WORK REQUIRED | In the entries that follow, copy exactly each line from the first through the line with "Quick job: Extract".

BEGIN RECORDS FOR THIS EXERCISE

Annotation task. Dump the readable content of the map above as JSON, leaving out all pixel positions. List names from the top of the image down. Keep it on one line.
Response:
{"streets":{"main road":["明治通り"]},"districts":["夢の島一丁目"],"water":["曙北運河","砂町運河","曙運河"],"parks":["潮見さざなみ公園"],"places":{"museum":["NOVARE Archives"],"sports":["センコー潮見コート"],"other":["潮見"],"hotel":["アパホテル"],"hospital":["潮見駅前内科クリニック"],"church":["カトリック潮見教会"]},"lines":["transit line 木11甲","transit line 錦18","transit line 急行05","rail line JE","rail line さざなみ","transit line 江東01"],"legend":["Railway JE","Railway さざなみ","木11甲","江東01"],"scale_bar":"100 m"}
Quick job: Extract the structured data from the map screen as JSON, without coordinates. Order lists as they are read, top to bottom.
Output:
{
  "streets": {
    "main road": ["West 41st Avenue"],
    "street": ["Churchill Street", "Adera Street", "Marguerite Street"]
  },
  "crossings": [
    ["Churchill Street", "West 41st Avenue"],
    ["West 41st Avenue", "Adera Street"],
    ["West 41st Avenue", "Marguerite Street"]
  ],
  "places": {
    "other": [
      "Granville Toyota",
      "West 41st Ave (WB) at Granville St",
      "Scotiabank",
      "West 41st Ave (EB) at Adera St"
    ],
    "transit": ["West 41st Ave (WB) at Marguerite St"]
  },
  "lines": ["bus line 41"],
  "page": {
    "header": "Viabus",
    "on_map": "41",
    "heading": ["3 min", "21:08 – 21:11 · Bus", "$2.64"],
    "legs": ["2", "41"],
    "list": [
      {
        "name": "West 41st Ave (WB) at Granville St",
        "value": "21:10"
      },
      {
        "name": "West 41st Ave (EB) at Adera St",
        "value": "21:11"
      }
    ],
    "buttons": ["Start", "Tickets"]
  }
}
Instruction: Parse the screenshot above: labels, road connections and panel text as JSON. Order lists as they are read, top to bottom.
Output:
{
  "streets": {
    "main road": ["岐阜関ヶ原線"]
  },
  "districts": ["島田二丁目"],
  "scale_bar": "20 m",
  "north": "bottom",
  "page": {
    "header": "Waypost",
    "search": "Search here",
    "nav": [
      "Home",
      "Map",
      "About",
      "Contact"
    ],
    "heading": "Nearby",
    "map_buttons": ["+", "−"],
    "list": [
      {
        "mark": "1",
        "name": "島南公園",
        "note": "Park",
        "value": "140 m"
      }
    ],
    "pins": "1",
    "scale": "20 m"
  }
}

END RECORDS FOR THIS EXERCISE

SOLUTION BELOW |
Annotation task. Dump the readable content of the map above as JSON, leaving out all pixel positions. List names from the top of the image down. Keep it on one line.
Response:
{"streets":{"main road":["明治通り"]},"districts":["夢の島一丁目"],"water":["曙北運河","砂町運河","曙運河"],"parks":["潮見さざなみ公園"],"places":{"museum":["NOVARE Archives"],"sports":["センコー潮見コート"],"other":["潮見"],"hotel":["アパホテル"],"hospital":["潮見駅前内科クリニック"],"church":["カトリック潮見教会"]},"lines":["transit line 木11甲","transit line 錦18","transit line 急行05","rail line JE","rail line さざなみ","transit line 江東01"],"legend":["Railway JE","Railway さざなみ","木11甲","江東01"],"scale_bar":"100 m"}
Quick job: Extract the structured data from the map screen as JSON, without coordinates. Order lists as they are read, top to bottom.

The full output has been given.